The samples used for the elastic constants recovering were 3 epoxy plates, having the same dimensions and shape (8 mm in thickness and 100 mm in diameter), but different values of density because of their powder concentration in the compositional structure. The measurements were carried out using a pulsed Nd: YAG laser, operating at 1.064 micro-m, in the ablation regime. A cylindrical lens was used to focus the generation beam to a line, 40 mm in length and 0.1 mm in width, respectively, on the sample's surface.

The ultrasonic disturbance was detected on the other side of the sample by an optical heterodyne probe. After establishing the epicentral position, signals were recorded for laser pulse duration of 20 ns, having the pulse energy of 20 mJ, working in a scanning fashion. The distance between the scanning lines was 0.25 mm, in only one side from the normal position. The total length that was scanned ranged up to 22 mm, the acquisition step being a time consuming. After fulfilling the above steps, an artificial neural network as a pattern classifier was proposed.
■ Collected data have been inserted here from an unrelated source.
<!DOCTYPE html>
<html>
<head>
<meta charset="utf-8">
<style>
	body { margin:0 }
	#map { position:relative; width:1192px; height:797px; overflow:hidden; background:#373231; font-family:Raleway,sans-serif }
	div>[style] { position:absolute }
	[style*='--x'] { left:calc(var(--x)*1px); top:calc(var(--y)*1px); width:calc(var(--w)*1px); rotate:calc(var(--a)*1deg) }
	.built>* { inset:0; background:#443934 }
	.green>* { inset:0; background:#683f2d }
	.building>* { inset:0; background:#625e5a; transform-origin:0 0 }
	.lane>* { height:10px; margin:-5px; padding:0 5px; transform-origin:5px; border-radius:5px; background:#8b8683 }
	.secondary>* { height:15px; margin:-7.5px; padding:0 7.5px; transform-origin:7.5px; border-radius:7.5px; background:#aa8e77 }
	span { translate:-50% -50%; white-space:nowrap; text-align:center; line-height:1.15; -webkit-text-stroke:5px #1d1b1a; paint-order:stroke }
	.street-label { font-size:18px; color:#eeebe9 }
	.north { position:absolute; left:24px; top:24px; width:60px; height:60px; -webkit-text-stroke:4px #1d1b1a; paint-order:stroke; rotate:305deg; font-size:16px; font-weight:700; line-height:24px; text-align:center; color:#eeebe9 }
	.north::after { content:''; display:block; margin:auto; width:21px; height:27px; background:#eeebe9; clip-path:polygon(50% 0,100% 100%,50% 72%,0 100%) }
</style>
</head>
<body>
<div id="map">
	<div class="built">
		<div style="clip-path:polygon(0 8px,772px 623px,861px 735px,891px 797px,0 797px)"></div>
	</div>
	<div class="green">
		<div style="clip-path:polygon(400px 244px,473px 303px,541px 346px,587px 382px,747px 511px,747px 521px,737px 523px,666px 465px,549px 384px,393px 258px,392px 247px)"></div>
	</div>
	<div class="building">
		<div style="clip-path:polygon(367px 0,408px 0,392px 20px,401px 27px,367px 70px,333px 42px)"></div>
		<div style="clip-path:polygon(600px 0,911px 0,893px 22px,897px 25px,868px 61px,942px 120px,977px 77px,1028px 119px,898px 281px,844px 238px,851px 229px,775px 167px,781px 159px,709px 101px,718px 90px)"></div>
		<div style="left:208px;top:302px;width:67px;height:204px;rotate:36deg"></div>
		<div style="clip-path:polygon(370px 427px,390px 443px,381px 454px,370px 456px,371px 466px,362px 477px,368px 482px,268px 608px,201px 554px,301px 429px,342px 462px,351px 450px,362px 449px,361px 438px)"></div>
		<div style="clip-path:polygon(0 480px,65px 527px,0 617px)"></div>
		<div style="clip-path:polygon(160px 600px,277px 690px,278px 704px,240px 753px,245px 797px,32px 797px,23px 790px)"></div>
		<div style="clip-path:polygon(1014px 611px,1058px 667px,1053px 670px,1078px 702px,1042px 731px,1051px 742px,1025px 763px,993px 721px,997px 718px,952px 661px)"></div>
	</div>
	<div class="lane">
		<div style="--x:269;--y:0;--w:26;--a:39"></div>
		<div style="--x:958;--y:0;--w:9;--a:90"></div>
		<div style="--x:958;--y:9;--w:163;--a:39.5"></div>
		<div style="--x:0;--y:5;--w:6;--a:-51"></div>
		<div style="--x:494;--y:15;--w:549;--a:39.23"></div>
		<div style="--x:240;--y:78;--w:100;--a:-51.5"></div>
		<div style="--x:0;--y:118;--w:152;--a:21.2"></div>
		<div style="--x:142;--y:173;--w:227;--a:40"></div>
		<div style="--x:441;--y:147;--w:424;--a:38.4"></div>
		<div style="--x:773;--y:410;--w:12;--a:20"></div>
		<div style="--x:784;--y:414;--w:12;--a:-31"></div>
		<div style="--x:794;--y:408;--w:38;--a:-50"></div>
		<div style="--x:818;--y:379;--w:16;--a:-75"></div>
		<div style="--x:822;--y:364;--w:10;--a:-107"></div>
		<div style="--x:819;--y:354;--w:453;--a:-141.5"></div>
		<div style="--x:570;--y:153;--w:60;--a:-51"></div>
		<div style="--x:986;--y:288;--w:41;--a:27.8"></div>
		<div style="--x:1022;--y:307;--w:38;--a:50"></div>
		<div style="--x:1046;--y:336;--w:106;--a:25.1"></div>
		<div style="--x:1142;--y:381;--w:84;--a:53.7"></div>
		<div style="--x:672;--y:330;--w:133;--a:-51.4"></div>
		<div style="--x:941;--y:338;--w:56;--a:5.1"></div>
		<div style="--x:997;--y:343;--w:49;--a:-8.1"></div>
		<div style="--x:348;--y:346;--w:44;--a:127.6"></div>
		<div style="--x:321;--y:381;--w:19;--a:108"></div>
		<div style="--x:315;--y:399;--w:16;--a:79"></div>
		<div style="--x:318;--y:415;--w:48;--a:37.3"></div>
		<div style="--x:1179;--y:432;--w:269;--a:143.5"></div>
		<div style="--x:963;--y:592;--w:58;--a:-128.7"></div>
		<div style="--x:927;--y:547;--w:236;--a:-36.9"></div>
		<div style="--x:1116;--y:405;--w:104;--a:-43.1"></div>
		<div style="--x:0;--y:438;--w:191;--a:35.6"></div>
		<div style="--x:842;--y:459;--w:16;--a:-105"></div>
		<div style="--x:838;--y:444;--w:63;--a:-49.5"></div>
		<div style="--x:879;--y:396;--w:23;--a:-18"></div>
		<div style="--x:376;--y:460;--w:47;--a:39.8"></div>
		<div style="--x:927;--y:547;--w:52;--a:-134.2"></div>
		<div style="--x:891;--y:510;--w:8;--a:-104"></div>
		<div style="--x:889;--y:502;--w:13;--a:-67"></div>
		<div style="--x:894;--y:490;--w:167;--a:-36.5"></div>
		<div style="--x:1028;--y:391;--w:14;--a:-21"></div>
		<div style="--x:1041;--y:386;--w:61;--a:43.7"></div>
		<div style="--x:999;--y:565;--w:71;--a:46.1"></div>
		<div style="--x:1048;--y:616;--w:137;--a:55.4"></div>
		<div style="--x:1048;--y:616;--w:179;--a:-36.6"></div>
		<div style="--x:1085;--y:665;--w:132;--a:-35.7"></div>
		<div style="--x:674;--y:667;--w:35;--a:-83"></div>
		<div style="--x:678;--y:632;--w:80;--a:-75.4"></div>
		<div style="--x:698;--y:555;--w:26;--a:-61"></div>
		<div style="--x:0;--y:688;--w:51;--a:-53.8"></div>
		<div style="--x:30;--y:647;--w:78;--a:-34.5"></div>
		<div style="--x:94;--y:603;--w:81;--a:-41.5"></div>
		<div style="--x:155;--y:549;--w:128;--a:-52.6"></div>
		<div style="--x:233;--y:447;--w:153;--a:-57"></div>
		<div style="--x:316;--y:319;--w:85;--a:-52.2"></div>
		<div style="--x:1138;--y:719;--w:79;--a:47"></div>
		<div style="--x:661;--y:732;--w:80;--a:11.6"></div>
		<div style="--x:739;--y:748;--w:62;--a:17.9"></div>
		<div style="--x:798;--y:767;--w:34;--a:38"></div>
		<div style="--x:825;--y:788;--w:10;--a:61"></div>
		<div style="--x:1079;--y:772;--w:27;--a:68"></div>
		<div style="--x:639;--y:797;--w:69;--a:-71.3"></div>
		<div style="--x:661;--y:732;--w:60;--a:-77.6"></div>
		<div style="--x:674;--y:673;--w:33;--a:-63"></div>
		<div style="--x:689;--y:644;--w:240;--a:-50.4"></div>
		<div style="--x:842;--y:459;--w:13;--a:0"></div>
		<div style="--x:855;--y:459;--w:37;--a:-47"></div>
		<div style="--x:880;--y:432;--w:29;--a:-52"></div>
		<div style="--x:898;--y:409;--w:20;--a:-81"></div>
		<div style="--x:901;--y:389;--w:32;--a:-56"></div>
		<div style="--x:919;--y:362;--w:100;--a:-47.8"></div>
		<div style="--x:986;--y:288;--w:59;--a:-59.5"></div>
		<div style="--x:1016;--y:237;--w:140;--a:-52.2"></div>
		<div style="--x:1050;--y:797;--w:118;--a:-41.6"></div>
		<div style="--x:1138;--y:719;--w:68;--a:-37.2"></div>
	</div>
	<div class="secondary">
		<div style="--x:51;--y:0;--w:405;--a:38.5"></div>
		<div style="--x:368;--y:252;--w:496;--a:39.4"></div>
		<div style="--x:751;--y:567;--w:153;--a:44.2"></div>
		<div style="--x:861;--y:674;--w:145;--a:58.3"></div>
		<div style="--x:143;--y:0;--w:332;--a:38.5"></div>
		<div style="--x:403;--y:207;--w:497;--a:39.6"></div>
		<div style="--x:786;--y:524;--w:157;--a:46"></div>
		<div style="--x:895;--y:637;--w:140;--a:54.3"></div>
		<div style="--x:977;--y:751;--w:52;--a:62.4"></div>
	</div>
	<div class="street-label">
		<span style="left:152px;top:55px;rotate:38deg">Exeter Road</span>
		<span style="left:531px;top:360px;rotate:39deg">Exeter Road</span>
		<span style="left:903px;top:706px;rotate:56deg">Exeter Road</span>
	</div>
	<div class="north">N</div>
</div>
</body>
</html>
The architecture of the network is the well-known multi-layer perceptron model, using the back-propagation algorithm for training. A three-layered network, as this case, is sufficient to generate a complex decision boundary if enough neurons are provided at the hidden layer. There was a trial and error runs to establish this number.

The outputs were 2 classes, corresponding to the types of materials that exhibit isotropic and isotropic viscoelastic behaviour.

Obs: The experimental work was carried out at the Laboratoire de Mecanique Physique, Universite de Bordeaux I, under a Socrates program.